##### MATERIALS PROVIDED

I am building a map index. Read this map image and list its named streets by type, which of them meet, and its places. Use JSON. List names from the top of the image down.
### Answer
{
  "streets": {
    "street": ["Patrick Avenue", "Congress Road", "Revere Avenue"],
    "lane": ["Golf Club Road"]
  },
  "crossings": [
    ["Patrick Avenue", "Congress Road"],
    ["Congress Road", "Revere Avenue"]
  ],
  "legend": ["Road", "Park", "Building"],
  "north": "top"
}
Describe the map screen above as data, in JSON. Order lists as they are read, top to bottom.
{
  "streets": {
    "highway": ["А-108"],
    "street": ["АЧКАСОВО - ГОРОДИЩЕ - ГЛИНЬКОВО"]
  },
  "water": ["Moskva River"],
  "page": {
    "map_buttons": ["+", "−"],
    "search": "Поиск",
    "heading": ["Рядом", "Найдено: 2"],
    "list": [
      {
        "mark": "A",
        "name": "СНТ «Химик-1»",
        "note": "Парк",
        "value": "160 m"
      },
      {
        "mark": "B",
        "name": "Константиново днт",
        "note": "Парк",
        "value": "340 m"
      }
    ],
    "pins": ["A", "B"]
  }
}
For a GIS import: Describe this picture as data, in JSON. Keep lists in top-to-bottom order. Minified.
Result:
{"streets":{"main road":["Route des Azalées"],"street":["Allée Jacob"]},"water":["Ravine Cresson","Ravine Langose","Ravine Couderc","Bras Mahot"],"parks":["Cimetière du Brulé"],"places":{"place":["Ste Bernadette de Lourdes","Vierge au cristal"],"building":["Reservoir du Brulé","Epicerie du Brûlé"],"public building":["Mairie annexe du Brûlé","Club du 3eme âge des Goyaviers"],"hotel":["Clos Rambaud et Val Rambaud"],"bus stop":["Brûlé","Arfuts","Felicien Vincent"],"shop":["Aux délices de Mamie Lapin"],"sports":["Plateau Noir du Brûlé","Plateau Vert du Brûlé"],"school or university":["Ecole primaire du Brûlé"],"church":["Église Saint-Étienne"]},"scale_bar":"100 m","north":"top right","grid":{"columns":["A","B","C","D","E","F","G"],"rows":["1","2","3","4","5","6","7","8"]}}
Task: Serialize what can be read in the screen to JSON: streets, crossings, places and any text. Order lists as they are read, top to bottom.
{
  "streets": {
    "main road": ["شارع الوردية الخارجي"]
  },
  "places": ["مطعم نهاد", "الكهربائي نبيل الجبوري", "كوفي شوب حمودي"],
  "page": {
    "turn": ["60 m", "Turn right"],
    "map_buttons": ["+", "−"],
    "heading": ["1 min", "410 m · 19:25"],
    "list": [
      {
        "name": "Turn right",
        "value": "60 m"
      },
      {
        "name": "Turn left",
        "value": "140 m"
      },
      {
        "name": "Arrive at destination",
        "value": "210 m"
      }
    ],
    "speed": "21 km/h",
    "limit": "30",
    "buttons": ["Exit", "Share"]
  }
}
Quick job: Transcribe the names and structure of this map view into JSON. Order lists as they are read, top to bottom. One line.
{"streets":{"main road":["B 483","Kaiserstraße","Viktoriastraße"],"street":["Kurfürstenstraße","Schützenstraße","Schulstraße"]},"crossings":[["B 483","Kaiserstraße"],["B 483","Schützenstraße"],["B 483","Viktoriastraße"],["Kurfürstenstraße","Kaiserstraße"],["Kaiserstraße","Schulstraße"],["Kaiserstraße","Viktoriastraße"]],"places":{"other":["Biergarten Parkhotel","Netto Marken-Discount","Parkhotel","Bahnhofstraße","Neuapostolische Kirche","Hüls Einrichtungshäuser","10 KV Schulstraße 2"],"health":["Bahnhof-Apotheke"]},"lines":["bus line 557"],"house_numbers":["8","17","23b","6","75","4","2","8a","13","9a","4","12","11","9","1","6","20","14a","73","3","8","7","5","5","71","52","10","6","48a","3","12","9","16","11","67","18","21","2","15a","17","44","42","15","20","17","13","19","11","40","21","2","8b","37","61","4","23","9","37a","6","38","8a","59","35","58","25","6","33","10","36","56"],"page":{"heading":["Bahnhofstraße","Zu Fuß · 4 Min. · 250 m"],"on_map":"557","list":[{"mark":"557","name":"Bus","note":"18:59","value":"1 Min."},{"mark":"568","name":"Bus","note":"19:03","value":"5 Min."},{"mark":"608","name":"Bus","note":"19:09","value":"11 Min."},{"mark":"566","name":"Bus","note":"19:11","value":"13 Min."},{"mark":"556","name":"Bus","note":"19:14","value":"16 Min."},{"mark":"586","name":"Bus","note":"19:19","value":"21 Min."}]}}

##########

REQUIREMENT: Copy out the material exactly, omitting nothing.

RESPONSE AREA:
I am building a map index. Read this map image and list its named streets by type, which of them meet, and its places. Use JSON. List names from the top of the image down.
### Answer
{
  "streets": {
    "street": ["Patrick Avenue", "Congress Road", "Revere Avenue"],
    "lane": ["Golf Club Road"]
  },
  "crossings": [
    ["Patrick Avenue", "Congress Road"],
    ["Congress Road", "Revere Avenue"]
  ],
  "legend": ["Road", "Park", "Building"],
  "north": "top"
}
Describe the map screen above as data, in JSON. Order lists as they are read, top to bottom.
{
  "streets": {
    "highway": ["А-108"],
    "street": ["АЧКАСОВО - ГОРОДИЩЕ - ГЛИНЬКОВО"]
  },
  "water": ["Moskva River"],
  "page": {
    "map_buttons": ["+", "−"],
    "search": "Поиск",
    "heading": ["Рядом", "Найдено: 2"],
    "list": [
      {
        "mark": "A",
        "name": "СНТ «Химик-1»",
        "note": "Парк",
        "value": "160 m"
      },
      {
        "mark": "B",
        "name": "Константиново днт",
        "note": "Парк",
        "value": "340 m"
      }
    ],
    "pins": ["A", "B"]
  }
}
For a GIS import: Describe this picture as data, in JSON. Keep lists in top-to-bottom order. Minified.
Result:
{"streets":{"main road":["Route des Azalées"],"street":["Allée Jacob"]},"water":["Ravine Cresson","Ravine Langose","Ravine Couderc","Bras Mahot"],"parks":["Cimetière du Brulé"],"places":{"place":["Ste Bernadette de Lourdes","Vierge au cristal"],"building":["Reservoir du Brulé","Epicerie du Brûlé"],"public building":["Mairie annexe du Brûlé","Club du 3eme âge des Goyaviers"],"hotel":["Clos Rambaud et Val Rambaud"],"bus stop":["Brûlé","Arfuts","Felicien Vincent"],"shop":["Aux délices de Mamie Lapin"],"sports":["Plateau Noir du Brûlé","Plateau Vert du Brûlé"],"school or university":["Ecole primaire du Brûlé"],"church":["Église Saint-Étienne"]},"scale_bar":"100 m","north":"top right","grid":{"columns":["A","B","C","D","E","F","G"],"rows":["1","2","3","4","5","6","7","8"]}}
Task: Serialize what can be read in the screen to JSON: streets, crossings, places and any text. Order lists as they are read, top to bottom.
{
  "streets": {
    "main road": ["شارع الوردية الخارجي"]
  },
  "places": ["مطعم نهاد", "الكهربائي نبيل الجبوري", "كوفي شوب حمودي"],
  "page": {
    "turn": ["60 m", "Turn right"],
    "map_buttons": ["+", "−"],
    "heading": ["1 min", "410 m · 19:25"],
    "list": [
      {
        "name": "Turn right",
        "value": "60 m"
      },
      {
        "name": "Turn left",
        "value": "140 m"
      },
      {
        "name": "Arrive at destination",
        "value": "210 m"
      }
    ],
    "speed": "21 km/h",
    "limit": "30",
    "buttons": ["Exit", "Share"]
  }
}
Quick job: Transcribe the names and structure of this map view into JSON. Order lists as they are read, top to bottom. One line.
{"streets":{"main road":["B 483","Kaiserstraße","Viktoriastraße"],"street":["Kurfürstenstraße","Schützenstraße","Schulstraße"]},"crossings":[["B 483","Kaiserstraße"],["B 483","Schützenstraße"],["B 483","Viktoriastraße"],["Kurfürstenstraße","Kaiserstraße"],["Kaiserstraße","Schulstraße"],["Kaiserstraße","Viktoriastraße"]],"places":{"other":["Biergarten Parkhotel","Netto Marken-Discount","Parkhotel","Bahnhofstraße","Neuapostolische Kirche","Hüls Einrichtungshäuser","10 KV Schulstraße 2"],"health":["Bahnhof-Apotheke"]},"lines":["bus line 557"],"house_numbers":["8","17","23b","6","75","4","2","8a","13","9a","4","12","11","9","1","6","20","14a","73","3","8","7","5","5","71","52","10","6","48a","3","12","9","16","11","67","18","21","2","15a","17","44","42","15","20","17","13","19","11","40","21","2","8b","37","61","4","23","9","37a","6","38","8a","59","35","58","25","6","33","10","36","56"],"page":{"heading":["Bahnhofstraße","Zu Fuß · 4 Min. · 250 m"],"on_map":"557","list":[{"mark":"557","name":"Bus","note":"18:59","value":"1 Min."},{"mark":"568","name":"Bus","note":"19:03","value":"5 Min."},{"mark":"608","name":"Bus","note":"19:09","value":"11 Min."},{"mark":"566","name":"Bus","note":"19:11","value":"13 Min."},{"mark":"556","name":"Bus","note":"19:14","value":"16 Min."},{"mark":"586","name":"Bus","note":"19:19","value":"21 Min."}]}}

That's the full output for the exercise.